=== Given entries ===
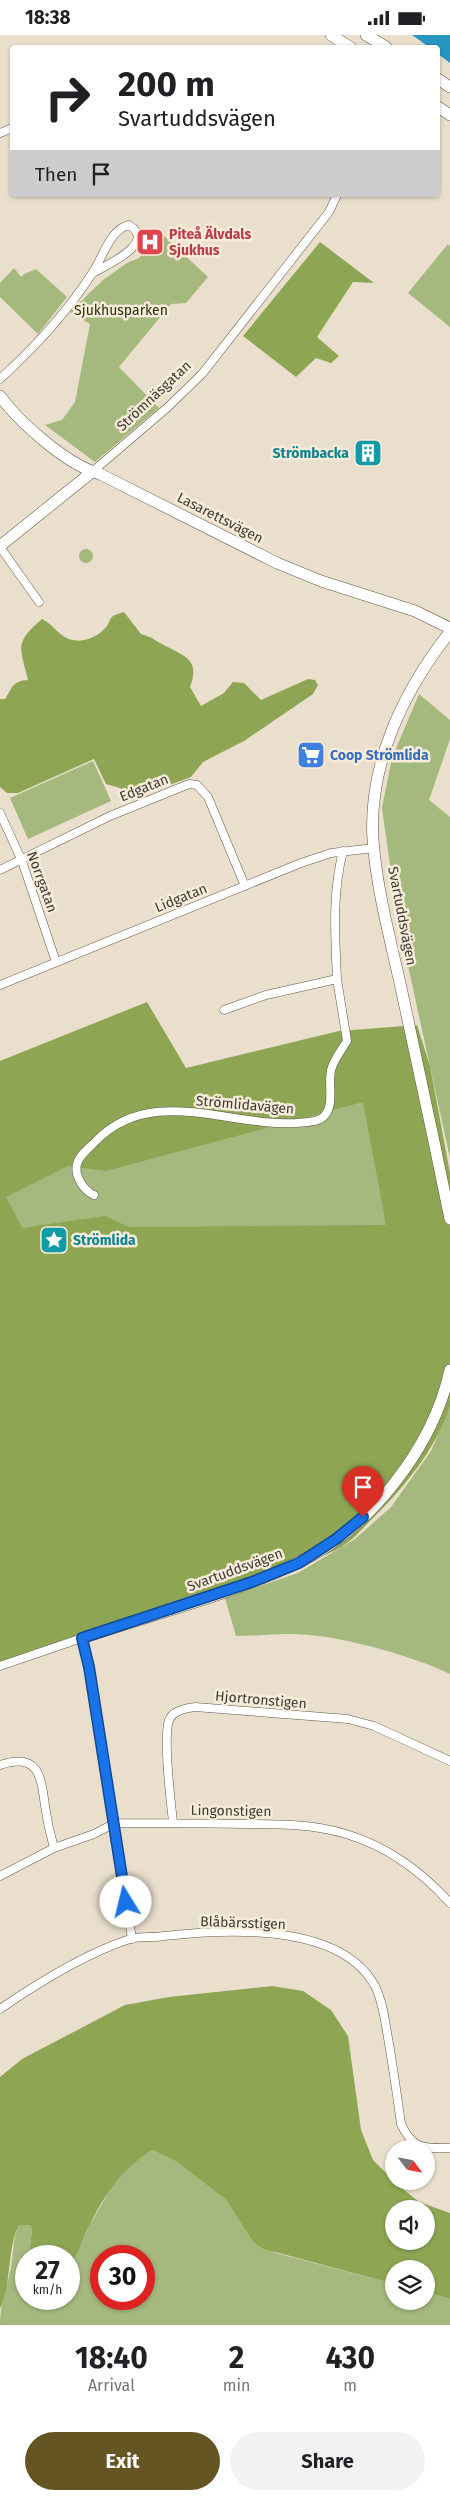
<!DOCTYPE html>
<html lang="en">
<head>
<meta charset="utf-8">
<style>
  body { margin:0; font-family:"Fira Sans",sans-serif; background:#f2f2f2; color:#202124; height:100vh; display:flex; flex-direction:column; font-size:19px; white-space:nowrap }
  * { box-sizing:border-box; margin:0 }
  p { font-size:16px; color:#757577 }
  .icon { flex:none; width:28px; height:28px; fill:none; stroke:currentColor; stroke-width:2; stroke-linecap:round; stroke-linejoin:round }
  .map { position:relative; height:2290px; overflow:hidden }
  .details { display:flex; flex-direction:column; background:#fff; flex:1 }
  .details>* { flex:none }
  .top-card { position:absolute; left:10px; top:10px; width:430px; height:152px; border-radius:5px; box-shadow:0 1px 4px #0004; background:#fff; color:#202124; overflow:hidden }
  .needle { width:32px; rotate:122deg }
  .tools { position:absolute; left:385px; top:2105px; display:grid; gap:10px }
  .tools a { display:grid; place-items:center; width:50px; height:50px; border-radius:50%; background:#fff; box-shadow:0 1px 4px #0004; font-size:25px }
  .speed { position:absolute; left:15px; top:2210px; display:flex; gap:10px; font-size:25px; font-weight:700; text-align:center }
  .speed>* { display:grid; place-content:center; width:65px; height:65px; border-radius:50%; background:#fff; box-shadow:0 1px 4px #0004; line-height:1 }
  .speed small { font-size:12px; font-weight:400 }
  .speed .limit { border:8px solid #d22; background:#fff; color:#111 }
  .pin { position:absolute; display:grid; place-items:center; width:42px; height:42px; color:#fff; margin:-51px -21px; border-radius:50% 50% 50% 0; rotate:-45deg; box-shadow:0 0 5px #0007 }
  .pin .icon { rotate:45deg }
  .me { position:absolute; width:55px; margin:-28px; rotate:351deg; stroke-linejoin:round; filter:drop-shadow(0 0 4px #0008) }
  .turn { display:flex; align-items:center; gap:18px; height:105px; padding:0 25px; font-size:22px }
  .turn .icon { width:65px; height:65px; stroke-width:2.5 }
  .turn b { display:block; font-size:35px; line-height:42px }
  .then { display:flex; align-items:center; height:48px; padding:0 25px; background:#0003; gap:10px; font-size:19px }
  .eta { display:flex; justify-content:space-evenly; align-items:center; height:85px; text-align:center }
  .eta b { font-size:30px; font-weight:700; line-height:35px }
  .button { display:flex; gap:10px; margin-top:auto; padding:10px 25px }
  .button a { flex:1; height:58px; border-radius:30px; background:#645522; color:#fff; font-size:20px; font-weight:700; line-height:58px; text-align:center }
  .button a+a { background:#f2f2f2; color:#202124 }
  .status { display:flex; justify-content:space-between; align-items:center; height:35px; padding:0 25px; background:#fff; direction:ltr }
  .status svg { height:14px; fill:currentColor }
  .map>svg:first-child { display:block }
  .green { fill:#a5b87d; fill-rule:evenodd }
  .forest { fill:#8ea653; fill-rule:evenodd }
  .water { fill:#2597c0 }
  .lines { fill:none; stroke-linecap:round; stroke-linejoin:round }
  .street-casing { stroke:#605748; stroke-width:9 }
  .secondary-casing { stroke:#605748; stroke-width:12 }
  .street { stroke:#fff; stroke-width:8 }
  .secondary { stroke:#fff; stroke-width:11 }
  .route-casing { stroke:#114b97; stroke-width:12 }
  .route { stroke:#1a73e8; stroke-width:9 }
  .labels { text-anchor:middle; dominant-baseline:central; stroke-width:5; stroke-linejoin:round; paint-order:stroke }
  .health-label { font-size:14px; font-weight:bold; fill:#be3a42; stroke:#f7ecda; text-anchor:start }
  .park-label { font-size:14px; fill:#27310d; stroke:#f7ecda }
  .street-label { font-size:14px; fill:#3e3a33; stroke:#f7ecda }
  .culture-label { font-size:14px; font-weight:bold; fill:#0d838f; stroke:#f7ecda; text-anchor:end }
  .shop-label { font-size:14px; font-weight:bold; fill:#366cbe; stroke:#f7ecda; text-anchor:start }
</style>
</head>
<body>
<div class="status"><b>18:38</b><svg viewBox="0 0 49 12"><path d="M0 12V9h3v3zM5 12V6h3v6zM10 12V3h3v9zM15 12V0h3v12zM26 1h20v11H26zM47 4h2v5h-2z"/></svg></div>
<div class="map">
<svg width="450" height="2290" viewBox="0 0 450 2290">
  <rect width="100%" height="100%" fill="#eadfcd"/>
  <path class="green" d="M 161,198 L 208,242 L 186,268 L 171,269 L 119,332 L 159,373 L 95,427 L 45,390 L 62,385 L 75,367 L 90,289 L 70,277 L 103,245 L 127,228 L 139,223 Z
    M 448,209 L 450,211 L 450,292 L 408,258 Z
    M 14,233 L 21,242 L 24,239 L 36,234 L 67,262 L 38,299 L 0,262 L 0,248 Z
    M79 521a7 7 0 1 1 14 0a7 7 0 1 1-14 0Z
    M 419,659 L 450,685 L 450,704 L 429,765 L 450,782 L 450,1123 L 397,880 L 382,773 L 392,723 Z
    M 93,726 L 111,766 L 28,804 L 10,763 Z
    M 384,1024 L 414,1206 L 22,1232 L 5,1162 L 81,1090 Z
    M 450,1372 L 450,1639 C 415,1622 348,1603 309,1600 C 285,1597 260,1601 236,1601 L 225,1563 L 298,1538 L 355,1504 L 391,1472 L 431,1416 Z
    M 152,2115 L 177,2127 L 226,2165 L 253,2207 L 276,2218 L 394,2249 L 394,2266 L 426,2266 L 426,2257 L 450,2264 L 450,2290 L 0,2290 C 0,2270 7,2252 11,2232 C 14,2217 12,2204 19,2190 L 30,2190 L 32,2194 L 29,2221 L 26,2221 L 26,2264 L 69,2264 L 69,2235 L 90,2189 L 114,2148 L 135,2126 ZM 101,2221 L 144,2221 L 144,2264 L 101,2264 Z"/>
  <path class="forest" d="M 320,207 L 374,248 L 353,247 L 317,302 L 339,321 L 331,328 L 316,323 L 296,342 L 243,301 Z
    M 124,577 L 141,599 C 154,603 151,603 162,609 C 183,621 201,623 190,652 L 201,671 L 224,658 L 233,647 L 244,648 L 261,665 L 308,644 L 315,645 L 318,650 L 313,659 L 244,706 L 203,727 L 191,742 L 137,762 L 126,760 L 120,753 L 106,749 L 94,724 L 18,758 L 7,758 L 0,752 L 0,664 L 5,664 C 13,652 12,646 28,645 C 20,612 14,608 42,584 C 53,589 58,600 69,604 C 83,609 98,602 107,591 C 109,588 110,583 113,581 C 116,579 121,578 124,577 Z
    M 147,967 L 186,1033 L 339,996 L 417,990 L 430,1031 L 450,1138 L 450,1372 C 434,1417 403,1454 369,1487 C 362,1494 355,1502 347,1508 C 331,1520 310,1525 290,1530 L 0,1630 L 0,1026 ZM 363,1067 L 386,1190 L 129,1192 L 105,1181 L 22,1193 L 6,1162 L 68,1131 L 106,1136 Z
    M 272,1951 L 303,1956 L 331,1975 L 348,2001 L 361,2095 L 373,2125 L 398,2150 L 419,2167 L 450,2178 L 450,2264 L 426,2257 L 426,2234 L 394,2234 L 394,2249 L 264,2214 L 253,2207 L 226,2165 L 177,2127 L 152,2115 C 123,2133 105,2159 90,2189 C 82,2204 78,2220 69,2235 L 69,2221 L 29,2221 L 32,2194 L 30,2190 L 19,2190 C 7,2212 12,2248 0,2274 L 0,2042 L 22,2024 L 125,1970 L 169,1962 ZM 394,2174 L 426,2174 L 426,2206 L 394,2206 Z"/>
  <path class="water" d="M 412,0 L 450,0 L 450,28 L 438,19 L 438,12 L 429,12 Z"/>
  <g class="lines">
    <defs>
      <path id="street" d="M 0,98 L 12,93
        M 0,344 C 34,313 68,276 93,237 C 103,222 110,194 129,190 C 158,208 106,230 93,238
        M 92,437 L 168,372 L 202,339 L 329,177 L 337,160
        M 0,512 L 39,567
        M 0,778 L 22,826 L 56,927
        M 0,835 L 110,781 L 189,749 L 197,750 L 208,762 L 245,851
        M 0,950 L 301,828 L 331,818 L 374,813
        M 224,975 L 266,960 L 337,944 C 335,900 332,859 343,816
        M 94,1160 C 84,1156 74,1141 77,1129 C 79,1120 90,1112 96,1106 C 151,1049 229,1092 296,1088 C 304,1087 315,1088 322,1083 C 337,1072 326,1047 332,1032 C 335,1023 342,1014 347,1006 L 337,944
        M 0,1631 L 82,1603 L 89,1632 L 132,1904
        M 0,1730 C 38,1717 41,1740 45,1771 C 47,1785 50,1799 54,1813
        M 173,1787 C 171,1768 162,1697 170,1683 C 175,1675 186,1673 195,1672 L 348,1684 L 374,1691 L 450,1726
        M 0,1841 L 54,1813 L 94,1799 L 115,1788 C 158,1788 201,1788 244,1789 C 278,1789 314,1789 346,1799 C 386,1811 422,1837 450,1868
        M 0,1974 C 38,1948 86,1918 130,1904 C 141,1901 154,1903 164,1901 C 226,1894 340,1887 375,1951 C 383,1967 385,1986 388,2003 C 393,2031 397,2060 401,2089 C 413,2115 424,2113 450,2113"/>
      <path id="secondary" d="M 331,0 L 350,12
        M 366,0 L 386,12
        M 438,44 L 450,52
        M 438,72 L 450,80
        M 0,361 C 20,388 67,430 100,439 L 277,528 L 321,546 L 415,576 L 450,593
        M 0,511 L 92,437
        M 450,597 C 404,655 368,729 373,805 C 377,858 392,910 403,962 C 419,1035 435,1110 450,1184
        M 82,1603 C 154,1579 229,1560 297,1528 C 369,1495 433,1413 450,1335"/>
    </defs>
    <use href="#street" class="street-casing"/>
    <use href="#secondary" class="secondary-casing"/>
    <use href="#street" class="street"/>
    <use href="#secondary" class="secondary"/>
  </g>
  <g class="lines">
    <defs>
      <path id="route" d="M 126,1867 L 89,1632 L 82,1603 L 252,1547 L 299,1528 L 336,1504 L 363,1482"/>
    </defs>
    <use href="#route" class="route-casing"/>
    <use href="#route" class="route"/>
  </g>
  <defs>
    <symbol id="hospital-square" viewBox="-11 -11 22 22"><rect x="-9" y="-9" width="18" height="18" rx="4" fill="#e0444e" stroke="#f7ecda"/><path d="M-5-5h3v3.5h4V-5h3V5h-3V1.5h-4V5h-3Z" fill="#fff"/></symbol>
    <symbol id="building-square" viewBox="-11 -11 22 22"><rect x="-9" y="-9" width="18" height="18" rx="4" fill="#0f9aa8" stroke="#f7ecda"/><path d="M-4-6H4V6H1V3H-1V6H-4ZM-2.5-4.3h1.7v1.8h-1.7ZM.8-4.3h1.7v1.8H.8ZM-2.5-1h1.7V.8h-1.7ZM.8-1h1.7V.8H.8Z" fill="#fff"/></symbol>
    <symbol id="supermarket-square" viewBox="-11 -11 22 22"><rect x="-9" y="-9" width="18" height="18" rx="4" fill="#3f7fe0" stroke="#f7ecda"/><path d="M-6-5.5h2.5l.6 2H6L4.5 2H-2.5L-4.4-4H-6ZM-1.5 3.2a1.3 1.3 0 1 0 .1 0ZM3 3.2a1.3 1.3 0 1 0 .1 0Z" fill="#fff"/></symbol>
    <symbol id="sight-square" viewBox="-11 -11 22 22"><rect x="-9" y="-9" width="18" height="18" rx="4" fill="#0f9aa8" stroke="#f7ecda"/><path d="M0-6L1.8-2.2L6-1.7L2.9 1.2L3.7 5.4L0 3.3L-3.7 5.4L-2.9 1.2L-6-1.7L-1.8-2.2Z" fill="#fff"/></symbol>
  </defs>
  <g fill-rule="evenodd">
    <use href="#hospital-square" x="134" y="191" width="32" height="32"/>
    <use href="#building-square" x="352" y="402" width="32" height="32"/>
    <use href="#supermarket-square" x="295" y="704" width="32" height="32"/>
    <use href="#sight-square" x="38" y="1189" width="32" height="32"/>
  </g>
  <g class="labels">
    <g class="health-label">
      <text x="169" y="199">Piteå Älvdals<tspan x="169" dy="16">Sjukhus</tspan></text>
    </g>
    <g class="park-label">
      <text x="121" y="275">Sjukhusparken</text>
    </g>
    <g class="street-label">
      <text transform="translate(154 361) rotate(-43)">Strömnäsgatan</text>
      <text transform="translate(220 483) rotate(27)">Lasarettsvägen</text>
      <text transform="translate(144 753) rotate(-22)">Edgatan</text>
      <text transform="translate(42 847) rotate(70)">Norrgatan</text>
      <text transform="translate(181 863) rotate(-22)">Lidgatan</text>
      <text transform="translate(402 881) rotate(79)">Svartuddsvägen</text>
      <text transform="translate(245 1070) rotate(5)">Strömlidavägen</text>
      <text transform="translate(235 1535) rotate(-20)">Svartuddsvägen</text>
      <text transform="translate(261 1665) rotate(5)">Hjortronstigen</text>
      <text transform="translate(231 1776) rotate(1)">Lingonstigen</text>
      <text transform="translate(243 1888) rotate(2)">Blåbärsstigen</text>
    </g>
    <g class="culture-label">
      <text x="349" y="418">Strömbacka</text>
      <text x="73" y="1205" text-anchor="start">Strömlida</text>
    </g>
    <g class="shop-label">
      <text x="330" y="720">Coop Strömlida</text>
    </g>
  </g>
</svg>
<div class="tools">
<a><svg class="needle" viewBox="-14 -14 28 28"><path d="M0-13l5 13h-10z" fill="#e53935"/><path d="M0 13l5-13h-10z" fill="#757577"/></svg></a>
<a><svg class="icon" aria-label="sound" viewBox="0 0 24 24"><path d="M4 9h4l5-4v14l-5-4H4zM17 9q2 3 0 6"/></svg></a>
<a><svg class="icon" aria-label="layers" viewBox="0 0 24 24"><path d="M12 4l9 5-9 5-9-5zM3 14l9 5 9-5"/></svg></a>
</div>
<div class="speed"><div>27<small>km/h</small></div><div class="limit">30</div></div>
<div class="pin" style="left:363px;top:1482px;background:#d93025"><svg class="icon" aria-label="arrive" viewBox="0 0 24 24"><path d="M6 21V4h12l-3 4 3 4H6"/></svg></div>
<svg class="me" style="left:126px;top:1867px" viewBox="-20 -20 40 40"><circle r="19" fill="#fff"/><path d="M0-13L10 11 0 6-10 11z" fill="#1a73e8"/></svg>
<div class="top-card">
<div class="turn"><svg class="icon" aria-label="right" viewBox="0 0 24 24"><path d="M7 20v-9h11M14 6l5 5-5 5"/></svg><div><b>200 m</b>Svartuddsvägen</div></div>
<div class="then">Then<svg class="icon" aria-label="arrive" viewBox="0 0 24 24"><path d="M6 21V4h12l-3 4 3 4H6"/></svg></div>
</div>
</div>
<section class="details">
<div class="eta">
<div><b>18:40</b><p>Arrival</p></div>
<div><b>2</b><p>min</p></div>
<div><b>430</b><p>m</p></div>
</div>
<div class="button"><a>Exit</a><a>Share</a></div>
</section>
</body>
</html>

=== About this task ===
All lines from the start of the entries above through the line containing "display:grid; place-items:center; width:50px;" must be transcribed exactly, both ends included, and no picture may be copied.

=== Response area ===
<!DOCTYPE html>
<html lang="en">
<head>
<meta charset="utf-8">
<style>
  body { margin:0; font-family:"Fira Sans",sans-serif; background:#f2f2f2; color:#202124; height:100vh; display:flex; flex-direction:column; font-size:19px; white-space:nowrap }
  * { box-sizing:border-box; margin:0 }
  p { font-size:16px; color:#757577 }
  .icon { flex:none; width:28px; height:28px; fill:none; stroke:currentColor; stroke-width:2; stroke-linecap:round; stroke-linejoin:round }
  .map { position:relative; height:2290px; overflow:hidden }
  .details { display:flex; flex-direction:column; background:#fff; flex:1 }
  .details>* { flex:none }
  .top-card { position:absolute; left:10px; top:10px; width:430px; height:152px; border-radius:5px; box-shadow:0 1px 4px #0004; background:#fff; color:#202124; overflow:hidden }
  .needle { width:32px; rotate:122deg }
  .tools { position:absolute; left:385px; top:2105px; display:grid; gap:10px }
  .tools a { display:grid; place-items:center; width:50px; height:50px; border-radius:50%; background:#fff; box-shadow:0 1px 4px #0004; font-size:25px }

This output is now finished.